Frase deixada na calçada cita PCC

Paulo da Silva Godoy, diretor do Estabelecimento Penal Jair Ferreira de Carvalho, o Presídio de Segurança Máxima, foi ameaçado na noite desta quinta-feira (14) com um recado deixado na calçada de sua residência, em Campo Grande, supostamente por membros de uma facção criminosa.

Os dizeres, “Paulo PCC cuidado” foram deixados em frente à casa do diretor, e a mensagem foi encontrada por ele por volta das 22h de ontem. Nesta sexta-feira (15), uma reunião será feita no presídio com os servidores.

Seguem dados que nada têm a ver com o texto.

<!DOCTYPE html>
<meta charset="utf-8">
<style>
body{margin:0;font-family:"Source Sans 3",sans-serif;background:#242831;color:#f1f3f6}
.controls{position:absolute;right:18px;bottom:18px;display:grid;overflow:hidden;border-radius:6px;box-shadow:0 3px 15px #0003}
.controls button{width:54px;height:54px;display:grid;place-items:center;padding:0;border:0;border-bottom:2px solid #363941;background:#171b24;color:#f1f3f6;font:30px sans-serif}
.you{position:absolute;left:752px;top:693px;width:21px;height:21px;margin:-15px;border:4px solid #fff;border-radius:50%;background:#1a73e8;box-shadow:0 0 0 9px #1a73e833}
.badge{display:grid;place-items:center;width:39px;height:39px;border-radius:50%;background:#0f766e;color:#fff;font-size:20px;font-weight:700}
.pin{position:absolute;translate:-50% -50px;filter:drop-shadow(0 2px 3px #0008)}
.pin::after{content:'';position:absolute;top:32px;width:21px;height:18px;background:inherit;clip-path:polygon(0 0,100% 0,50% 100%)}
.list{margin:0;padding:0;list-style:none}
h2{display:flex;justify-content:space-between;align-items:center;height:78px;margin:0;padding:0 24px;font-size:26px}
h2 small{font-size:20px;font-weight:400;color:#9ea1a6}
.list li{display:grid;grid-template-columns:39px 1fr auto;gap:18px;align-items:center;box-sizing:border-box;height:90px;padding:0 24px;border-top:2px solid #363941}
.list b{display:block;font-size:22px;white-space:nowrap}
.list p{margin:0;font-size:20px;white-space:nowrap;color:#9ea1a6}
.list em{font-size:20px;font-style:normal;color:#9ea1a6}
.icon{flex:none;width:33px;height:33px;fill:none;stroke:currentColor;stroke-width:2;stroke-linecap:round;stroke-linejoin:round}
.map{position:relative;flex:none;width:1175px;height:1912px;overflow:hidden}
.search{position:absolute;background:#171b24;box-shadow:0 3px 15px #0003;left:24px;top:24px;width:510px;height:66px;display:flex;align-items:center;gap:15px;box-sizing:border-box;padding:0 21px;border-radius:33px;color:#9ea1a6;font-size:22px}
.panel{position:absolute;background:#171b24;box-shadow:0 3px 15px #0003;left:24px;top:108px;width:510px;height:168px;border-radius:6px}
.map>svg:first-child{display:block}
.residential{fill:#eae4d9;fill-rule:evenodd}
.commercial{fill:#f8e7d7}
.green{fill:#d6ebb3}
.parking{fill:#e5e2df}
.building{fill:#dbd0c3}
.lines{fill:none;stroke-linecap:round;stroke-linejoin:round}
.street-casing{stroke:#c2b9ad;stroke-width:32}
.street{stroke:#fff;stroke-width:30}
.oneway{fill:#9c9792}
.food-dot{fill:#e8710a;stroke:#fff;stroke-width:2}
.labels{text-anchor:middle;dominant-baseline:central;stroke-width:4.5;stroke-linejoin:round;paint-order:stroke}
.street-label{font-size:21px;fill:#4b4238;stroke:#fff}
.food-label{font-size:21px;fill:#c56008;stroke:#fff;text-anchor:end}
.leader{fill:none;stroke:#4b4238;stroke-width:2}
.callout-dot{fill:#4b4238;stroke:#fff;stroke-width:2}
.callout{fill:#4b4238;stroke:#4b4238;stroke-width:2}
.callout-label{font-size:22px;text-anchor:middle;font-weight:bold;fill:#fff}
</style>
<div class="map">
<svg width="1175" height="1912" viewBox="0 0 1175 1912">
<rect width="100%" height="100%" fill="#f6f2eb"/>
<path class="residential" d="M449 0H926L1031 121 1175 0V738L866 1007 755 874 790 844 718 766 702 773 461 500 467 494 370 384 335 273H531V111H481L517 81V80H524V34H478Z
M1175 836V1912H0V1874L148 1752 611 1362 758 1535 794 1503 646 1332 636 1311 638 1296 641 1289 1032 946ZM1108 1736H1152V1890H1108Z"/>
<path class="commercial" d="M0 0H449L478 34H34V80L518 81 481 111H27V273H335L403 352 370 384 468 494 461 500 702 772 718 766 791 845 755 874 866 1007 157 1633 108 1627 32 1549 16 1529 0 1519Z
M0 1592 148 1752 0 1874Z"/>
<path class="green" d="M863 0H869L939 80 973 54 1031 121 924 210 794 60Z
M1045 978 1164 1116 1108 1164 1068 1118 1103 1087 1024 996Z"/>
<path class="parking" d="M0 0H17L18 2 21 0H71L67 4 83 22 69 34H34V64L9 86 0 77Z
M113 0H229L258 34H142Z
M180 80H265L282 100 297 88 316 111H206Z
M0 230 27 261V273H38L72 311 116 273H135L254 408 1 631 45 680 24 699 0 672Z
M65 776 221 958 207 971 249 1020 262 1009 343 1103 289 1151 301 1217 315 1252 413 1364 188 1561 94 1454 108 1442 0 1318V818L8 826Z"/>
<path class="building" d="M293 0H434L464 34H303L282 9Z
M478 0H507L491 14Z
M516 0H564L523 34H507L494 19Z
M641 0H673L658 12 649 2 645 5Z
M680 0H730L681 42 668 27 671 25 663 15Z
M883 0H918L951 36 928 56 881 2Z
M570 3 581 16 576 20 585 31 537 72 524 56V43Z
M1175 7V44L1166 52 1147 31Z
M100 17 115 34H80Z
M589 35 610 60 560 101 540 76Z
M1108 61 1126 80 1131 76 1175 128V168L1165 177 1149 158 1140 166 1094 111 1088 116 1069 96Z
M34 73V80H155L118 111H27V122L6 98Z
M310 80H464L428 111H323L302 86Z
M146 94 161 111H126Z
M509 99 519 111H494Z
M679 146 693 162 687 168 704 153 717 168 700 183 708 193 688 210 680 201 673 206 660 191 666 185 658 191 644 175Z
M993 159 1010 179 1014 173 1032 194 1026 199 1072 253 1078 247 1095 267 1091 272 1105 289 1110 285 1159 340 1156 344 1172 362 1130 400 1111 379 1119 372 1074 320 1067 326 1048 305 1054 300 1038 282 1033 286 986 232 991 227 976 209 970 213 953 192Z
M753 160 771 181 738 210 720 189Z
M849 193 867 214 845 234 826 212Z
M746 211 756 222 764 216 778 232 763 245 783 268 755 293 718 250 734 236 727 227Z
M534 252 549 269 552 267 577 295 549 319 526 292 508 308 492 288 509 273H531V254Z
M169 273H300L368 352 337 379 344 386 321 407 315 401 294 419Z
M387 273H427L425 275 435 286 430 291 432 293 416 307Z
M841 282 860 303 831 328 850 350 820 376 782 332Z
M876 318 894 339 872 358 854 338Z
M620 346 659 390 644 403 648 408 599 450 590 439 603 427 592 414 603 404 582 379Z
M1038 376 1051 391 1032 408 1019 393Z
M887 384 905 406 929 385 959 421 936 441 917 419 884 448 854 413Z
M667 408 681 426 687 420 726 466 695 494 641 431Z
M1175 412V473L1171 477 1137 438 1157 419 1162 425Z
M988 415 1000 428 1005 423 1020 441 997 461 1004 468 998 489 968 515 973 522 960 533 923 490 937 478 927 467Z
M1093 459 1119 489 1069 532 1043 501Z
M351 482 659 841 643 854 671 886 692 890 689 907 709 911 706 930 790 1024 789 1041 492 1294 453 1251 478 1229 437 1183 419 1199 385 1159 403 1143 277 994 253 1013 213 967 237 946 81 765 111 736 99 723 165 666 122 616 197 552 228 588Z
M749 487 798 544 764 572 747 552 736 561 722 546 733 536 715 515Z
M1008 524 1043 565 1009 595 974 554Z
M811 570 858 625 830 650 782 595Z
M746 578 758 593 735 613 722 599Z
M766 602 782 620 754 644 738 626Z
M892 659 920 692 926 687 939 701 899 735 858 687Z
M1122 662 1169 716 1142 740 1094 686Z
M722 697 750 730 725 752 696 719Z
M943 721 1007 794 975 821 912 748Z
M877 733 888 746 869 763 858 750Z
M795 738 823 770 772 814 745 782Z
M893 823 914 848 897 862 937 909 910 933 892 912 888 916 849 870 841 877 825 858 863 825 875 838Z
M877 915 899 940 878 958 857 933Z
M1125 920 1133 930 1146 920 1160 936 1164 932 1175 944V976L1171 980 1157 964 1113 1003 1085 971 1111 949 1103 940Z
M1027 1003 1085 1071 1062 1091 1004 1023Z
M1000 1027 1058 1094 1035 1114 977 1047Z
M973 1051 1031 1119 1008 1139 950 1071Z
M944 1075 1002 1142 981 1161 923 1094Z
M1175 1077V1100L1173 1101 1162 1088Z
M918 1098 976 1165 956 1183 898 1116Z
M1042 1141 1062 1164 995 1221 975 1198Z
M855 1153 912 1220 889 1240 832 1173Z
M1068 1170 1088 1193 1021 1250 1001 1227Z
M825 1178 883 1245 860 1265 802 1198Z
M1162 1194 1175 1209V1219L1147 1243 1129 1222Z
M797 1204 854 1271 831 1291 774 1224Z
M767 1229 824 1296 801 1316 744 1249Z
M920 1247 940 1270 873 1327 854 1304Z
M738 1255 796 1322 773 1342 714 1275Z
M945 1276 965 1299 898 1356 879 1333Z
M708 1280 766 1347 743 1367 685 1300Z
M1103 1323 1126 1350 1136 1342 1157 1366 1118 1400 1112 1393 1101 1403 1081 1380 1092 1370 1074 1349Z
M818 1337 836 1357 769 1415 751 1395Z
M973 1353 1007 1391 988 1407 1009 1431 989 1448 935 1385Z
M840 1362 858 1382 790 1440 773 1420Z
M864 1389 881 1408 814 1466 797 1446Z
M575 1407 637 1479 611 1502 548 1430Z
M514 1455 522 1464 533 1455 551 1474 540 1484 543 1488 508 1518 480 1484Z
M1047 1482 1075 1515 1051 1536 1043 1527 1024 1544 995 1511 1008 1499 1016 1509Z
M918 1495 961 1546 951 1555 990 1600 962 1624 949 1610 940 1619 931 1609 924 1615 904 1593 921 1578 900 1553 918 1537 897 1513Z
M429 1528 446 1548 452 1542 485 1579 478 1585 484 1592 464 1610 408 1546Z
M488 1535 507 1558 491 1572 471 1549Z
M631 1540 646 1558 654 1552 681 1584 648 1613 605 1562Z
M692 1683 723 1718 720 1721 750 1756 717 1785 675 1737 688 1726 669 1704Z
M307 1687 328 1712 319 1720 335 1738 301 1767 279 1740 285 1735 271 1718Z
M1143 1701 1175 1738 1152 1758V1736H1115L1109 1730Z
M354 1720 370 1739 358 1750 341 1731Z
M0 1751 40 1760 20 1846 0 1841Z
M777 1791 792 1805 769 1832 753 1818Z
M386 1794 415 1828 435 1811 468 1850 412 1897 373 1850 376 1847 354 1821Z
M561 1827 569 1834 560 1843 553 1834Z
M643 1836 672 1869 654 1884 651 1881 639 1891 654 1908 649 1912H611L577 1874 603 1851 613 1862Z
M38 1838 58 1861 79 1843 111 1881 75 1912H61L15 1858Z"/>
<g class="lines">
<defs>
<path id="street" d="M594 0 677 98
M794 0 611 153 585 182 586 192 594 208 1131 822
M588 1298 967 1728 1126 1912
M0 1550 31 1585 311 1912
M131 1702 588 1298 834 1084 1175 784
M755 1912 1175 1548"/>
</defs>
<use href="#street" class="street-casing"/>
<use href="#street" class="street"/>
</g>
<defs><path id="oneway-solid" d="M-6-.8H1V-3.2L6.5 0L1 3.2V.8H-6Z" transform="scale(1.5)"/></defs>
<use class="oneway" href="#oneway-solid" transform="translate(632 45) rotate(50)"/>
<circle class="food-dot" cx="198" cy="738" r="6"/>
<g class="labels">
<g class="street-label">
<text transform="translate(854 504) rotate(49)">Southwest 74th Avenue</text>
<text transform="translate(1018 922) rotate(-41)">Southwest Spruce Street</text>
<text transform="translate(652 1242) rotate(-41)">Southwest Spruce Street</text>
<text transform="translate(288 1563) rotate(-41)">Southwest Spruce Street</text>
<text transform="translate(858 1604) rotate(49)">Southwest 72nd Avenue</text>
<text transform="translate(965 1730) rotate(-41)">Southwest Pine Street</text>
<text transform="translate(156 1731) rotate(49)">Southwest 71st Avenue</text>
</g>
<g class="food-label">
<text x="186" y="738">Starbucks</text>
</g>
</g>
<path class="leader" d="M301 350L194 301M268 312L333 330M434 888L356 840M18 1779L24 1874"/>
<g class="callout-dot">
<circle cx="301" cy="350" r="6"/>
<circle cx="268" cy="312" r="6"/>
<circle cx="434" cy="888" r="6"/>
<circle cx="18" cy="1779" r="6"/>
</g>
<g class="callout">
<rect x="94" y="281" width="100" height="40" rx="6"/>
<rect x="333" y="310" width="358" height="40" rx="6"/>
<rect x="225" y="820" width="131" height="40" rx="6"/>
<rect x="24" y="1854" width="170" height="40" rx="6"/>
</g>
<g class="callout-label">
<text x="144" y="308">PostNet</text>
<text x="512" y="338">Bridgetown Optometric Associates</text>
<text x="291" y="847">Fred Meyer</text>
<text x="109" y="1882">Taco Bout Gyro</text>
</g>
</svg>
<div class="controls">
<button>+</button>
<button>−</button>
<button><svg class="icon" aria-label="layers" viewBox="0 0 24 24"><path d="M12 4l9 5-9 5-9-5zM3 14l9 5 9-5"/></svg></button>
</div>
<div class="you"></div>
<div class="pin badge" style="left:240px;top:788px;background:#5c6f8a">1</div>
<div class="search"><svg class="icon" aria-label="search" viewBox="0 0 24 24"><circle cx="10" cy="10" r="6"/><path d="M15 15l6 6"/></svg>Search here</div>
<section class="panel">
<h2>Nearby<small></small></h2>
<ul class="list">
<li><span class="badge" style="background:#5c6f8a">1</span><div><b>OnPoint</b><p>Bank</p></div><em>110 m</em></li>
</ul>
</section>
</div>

Segundo o presidente do Sinsap (Sindicato dos Servidores de Administração Penitenciária de Mato Grosso do Sul), André Luiz Santiago, os servidores terão todo o apoio do sindicato e se estuda a proposta de suspender as visitas neste fim de semana e também a cantina.

Indagada sobre a situação a assessoria de comunicação da Agepen (Agência de Administração do Sistema Penitenciário de Mato Grosso do Sul), informou que o serviço de inteligência de Agepen já está apurando o fato. Porém, nega a suspenção de visitas.

Paulo da Silva Godoy substituiu em abril deste ano João Bosco Correia que atuou por 9 anos no presídio. Paulo atuava na área de segurança e custódia e ingressou na agência em 1999 como contratado, se tornando servidor de carreira em 2001, por concurso público.